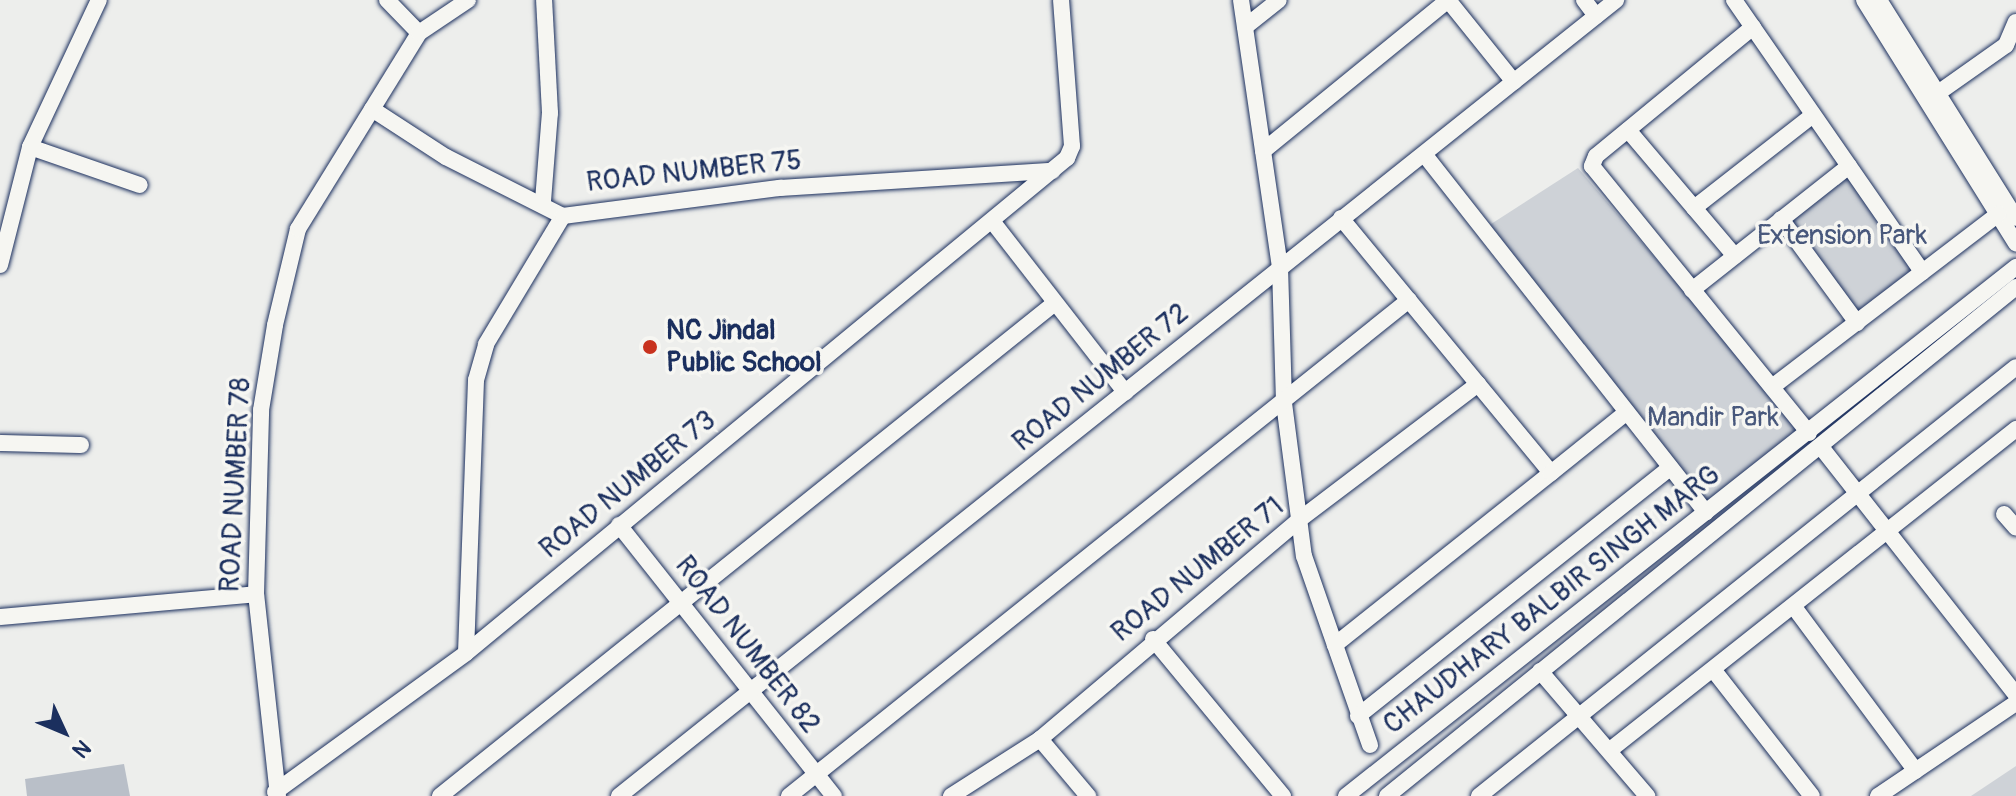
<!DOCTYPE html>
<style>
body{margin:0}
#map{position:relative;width:2016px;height:796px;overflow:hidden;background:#edeeec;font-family:Pangolin,sans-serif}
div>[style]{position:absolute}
.green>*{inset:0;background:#ced2d7}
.building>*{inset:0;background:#b9bfc8}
.roads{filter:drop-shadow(0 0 2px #1b2f5e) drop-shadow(0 0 2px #1b2f5e)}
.minor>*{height:16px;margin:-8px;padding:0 8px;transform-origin:8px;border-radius:8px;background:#f6f6f2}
.dots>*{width:22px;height:22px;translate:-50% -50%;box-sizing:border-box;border:4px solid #f6f6f2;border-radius:50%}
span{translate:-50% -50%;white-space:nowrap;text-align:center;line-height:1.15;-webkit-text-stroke:7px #f6f6f2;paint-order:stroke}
.street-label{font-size:28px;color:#1b2f5e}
.park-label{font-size:28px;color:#48587c}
.poi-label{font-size:28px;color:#1b2f5e;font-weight:700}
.left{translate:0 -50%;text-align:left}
.north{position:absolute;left:24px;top:692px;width:80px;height:80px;-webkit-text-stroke:6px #f6f6f2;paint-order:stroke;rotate:134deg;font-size:22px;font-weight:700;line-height:32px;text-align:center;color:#1b2f5e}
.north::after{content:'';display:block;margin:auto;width:28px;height:36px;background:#1b2f5e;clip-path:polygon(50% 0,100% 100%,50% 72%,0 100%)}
</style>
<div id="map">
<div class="green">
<i style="clip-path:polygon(1578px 168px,1803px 431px,1706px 506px,1488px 226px)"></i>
<i style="clip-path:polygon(1847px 174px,1915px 271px,1857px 323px,1781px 219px)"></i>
<i style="clip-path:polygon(2016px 766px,2016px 796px,1971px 796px)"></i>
</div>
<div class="building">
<i style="clip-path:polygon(124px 764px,130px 796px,27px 796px,25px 779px)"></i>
</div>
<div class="roads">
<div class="minor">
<i style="left:387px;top:0;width:46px;rotate:45.9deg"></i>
<i style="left:1241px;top:0;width:270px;rotate:81.7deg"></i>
<i style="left:1280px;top:267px;width:136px;rotate:88.3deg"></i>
<i style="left:1284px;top:403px;width:154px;rotate:82.6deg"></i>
<i style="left:1304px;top:556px;width:94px;rotate:70.8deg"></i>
<i style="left:1448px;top:0;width:105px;rotate:51.2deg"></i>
<i style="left:1584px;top:0;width:20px;rotate:53deg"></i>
<i style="left:1734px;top:0;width:331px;rotate:55.3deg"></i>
<i style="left:1864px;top:0;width:287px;rotate:58deg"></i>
<i style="left:1879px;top:0;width:257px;rotate:57.9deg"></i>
<i style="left:1245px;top:27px;width:43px;rotate:-38.5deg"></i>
<i style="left:1753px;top:27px;width:203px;rotate:140.6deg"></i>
<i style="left:1596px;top:156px;width:11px;rotate:112deg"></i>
<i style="left:1592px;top:166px;width:344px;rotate:50.9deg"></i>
<i style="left:1938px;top:93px;width:83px;rotate:-35.2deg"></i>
<i style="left:2006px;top:45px;width:25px;rotate:-67deg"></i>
<i style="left:372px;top:109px;width:88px;rotate:33deg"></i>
<i style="left:446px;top:157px;width:131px;rotate:26.8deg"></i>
<i style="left:1628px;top:130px;width:165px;rotate:49.7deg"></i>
<i style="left:30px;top:147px;width:116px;rotate:19.1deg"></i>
<i style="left:1263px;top:151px;width:239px;rotate:-39.2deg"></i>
<i style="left:1424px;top:154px;width:456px;rotate:51.8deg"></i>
<i style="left:543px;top:201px;width:88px;rotate:-85.5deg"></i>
<i style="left:550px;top:113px;width:113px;rotate:-93deg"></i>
<i style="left:1694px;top:208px;width:151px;rotate:-38deg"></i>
<i style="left:1341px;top:218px;width:330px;rotate:50.5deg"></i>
<i style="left:1551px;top:473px;width:276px;rotate:141.5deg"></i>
<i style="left:1335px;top:645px;width:106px;rotate:70.7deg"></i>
<i style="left:1781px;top:219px;width:129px;rotate:53.8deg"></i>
<i style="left:992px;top:221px;width:217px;rotate:52.1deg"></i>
<i style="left:0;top:265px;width:122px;rotate:-75.7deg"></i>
<i style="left:30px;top:147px;width:162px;rotate:-64.9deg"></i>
<i style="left:1692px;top:290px;width:200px;rotate:-38.3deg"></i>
<i style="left:1772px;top:387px;width:285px;rotate:-37.4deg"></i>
<i style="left:0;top:443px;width:81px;rotate:1.4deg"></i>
<i style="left:1821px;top:447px;width:315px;rotate:51.8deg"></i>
<i style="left:1551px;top:473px;width:97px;rotate:-38.8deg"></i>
<i style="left:2004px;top:514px;width:18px;rotate:49deg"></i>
<i style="left:619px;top:525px;width:346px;rotate:51.6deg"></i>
<i style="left:1794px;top:607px;width:204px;rotate:53.4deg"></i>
<i style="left:0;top:617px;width:257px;rotate:-5.1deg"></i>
<i style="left:1153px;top:639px;width:204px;rotate:50.4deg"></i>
<i style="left:466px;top:653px;width:273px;rotate:-87.9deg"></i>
<i style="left:476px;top:380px;width:37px;rotate:-74deg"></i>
<i style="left:486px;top:344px;width:149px;rotate:-59deg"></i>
<i style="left:563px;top:216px;width:219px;rotate:-7.4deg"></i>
<i style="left:780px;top:188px;width:273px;rotate:-3.6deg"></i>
<i style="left:1540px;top:671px;width:165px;rotate:49.4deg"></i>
<i style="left:1715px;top:672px;width:157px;rotate:52deg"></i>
<i style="left:1358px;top:716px;width:399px;rotate:-38.5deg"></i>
<i style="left:1040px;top:739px;width:75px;rotate:49.9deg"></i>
<i style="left:1610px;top:750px;width:518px;rotate:-38.33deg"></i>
<i style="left:275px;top:792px;width:236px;rotate:-36deg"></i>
<i style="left:466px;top:653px;width:779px;rotate:-39.48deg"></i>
<i style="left:1067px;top:158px;width:13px;rotate:-67deg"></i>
<i style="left:1072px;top:146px;width:146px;rotate:-94.3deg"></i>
<i style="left:278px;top:796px;width:203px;rotate:-96.2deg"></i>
<i style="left:256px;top:594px;width:184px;rotate:-88.4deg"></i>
<i style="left:261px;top:410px;width:86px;rotate:-80.6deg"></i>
<i style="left:275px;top:325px;width:99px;rotate:-76.5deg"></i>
<i style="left:298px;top:229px;width:230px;rotate:-58.3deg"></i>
<i style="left:419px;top:33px;width:59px;rotate:-34deg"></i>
<i style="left:440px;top:796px;width:788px;rotate:-38.72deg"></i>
<i style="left:619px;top:796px;width:1276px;rotate:-38.6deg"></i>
<i style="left:789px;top:796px;width:794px;rotate:-38.66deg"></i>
<i style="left:951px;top:796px;width:106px;rotate:-32.6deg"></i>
<i style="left:1040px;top:739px;width:339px;rotate:-40.2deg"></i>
<i style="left:1299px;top:520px;width:225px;rotate:-37.2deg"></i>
<i style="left:1346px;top:796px;width:854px;rotate:-38.29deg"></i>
<i style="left:1387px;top:796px;width:809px;rotate:-38.98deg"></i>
<i style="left:1479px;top:796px;width:687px;rotate:-38.62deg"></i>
<i style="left:1878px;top:796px;width:166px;rotate:-34deg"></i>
</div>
</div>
<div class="dots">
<i style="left:650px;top:347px;background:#c8321e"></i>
</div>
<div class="street-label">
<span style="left:694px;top:172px;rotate:-6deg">ROAD NUMBER 75</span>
<span style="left:1101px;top:378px;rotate:-39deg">ROAD NUMBER 72</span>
<span style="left:236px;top:485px;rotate:-87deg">ROAD NUMBER 78</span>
<span style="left:628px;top:485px;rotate:-39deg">ROAD NUMBER 73</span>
<span style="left:1198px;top:570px;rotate:-39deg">ROAD NUMBER 71</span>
<span style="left:1552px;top:600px;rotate:-38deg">CHAUDHARY BALBIR SINGH MARG</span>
<span style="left:747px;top:645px;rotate:52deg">ROAD NUMBER 82</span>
</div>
<div class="park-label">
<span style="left:1842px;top:236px">Extension Park</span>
<span style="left:1713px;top:418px">Mandir Park</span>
</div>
<div class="poi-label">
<span class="left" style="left:666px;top:347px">NC Jindal<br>Public School</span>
</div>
<div class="north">N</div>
</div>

═══

## Description of the task
Repeat verbatim the lines between the start of the data and the line containing "2px #1b2f5e) drop-shadow(0", both ends included, omitting all pictures.

## Answer for this exercise
<!DOCTYPE html>
<style>
body{margin:0}
#map{position:relative;width:2016px;height:796px;overflow:hidden;background:#edeeec;font-family:Pangolin,sans-serif}
div>[style]{position:absolute}
.green>*{inset:0;background:#ced2d7}
.building>*{inset:0;background:#b9bfc8}
.roads{filter:drop-shadow(0 0 2px #1b2f5e) drop-shadow(0 0 2px #1b2f5e)}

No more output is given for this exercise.